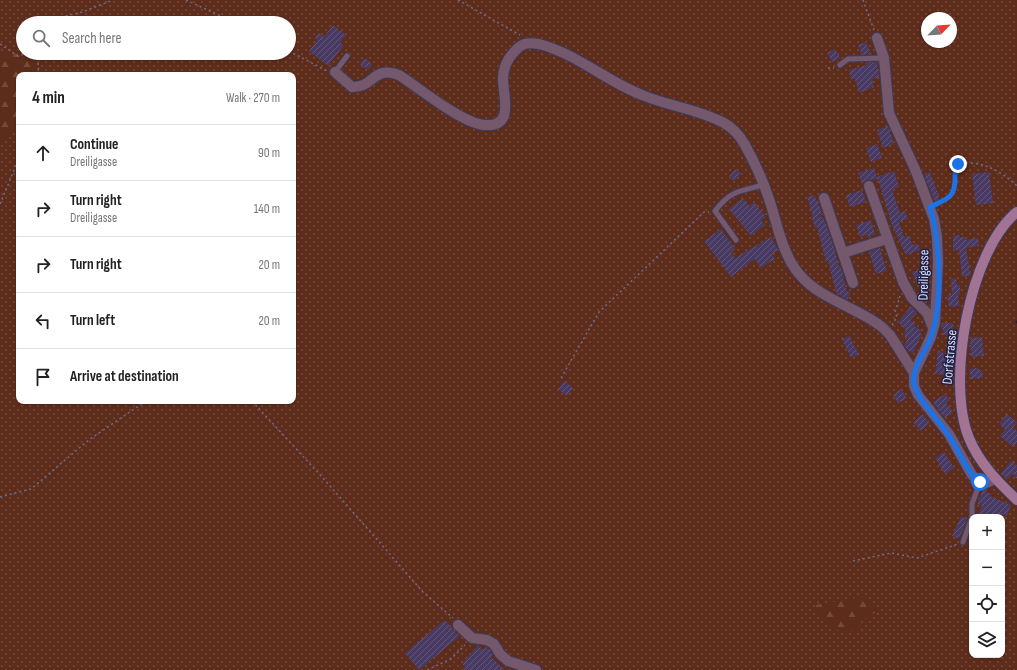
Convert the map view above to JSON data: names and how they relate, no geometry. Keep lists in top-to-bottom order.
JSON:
{
  "streets": {
    "street": ["Dreiligasse", "Dorfstrasse"]
  },
  "north": "top right",
  "page": {
    "search": "Search here",
    "heading": ["4 min", "Walk · 270 m"],
    "list": [
      ["Continue", "Dreiligasse", "90 m"],
      ["Turn right", "Dreiligasse", "140 m"],
      ["Turn right", "20 m"],
      ["Turn left", "20 m"],
      "Arrive at destination"
    ],
    "map_buttons": ["+", "−"]
  }
}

════════

§ Prompt
Write out every record above exactly, leaving no picture in the result.

§ Your solution
Convert the map view above to JSON data: names and how they relate, no geometry. Keep lists in top-to-bottom order.
JSON:
{
  "streets": {
    "street": ["Dreiligasse", "Dorfstrasse"]
  },
  "north": "top right",
  "page": {
    "search": "Search here",
    "heading": ["4 min", "Walk · 270 m"],
    "list": [
      ["Continue", "Dreiligasse", "90 m"],
      ["Turn right", "Dreiligasse", "140 m"],
      ["Turn right", "20 m"],
      ["Turn left", "20 m"],
      "Arrive at destination"
    ],
    "map_buttons": ["+", "−"]
  }
}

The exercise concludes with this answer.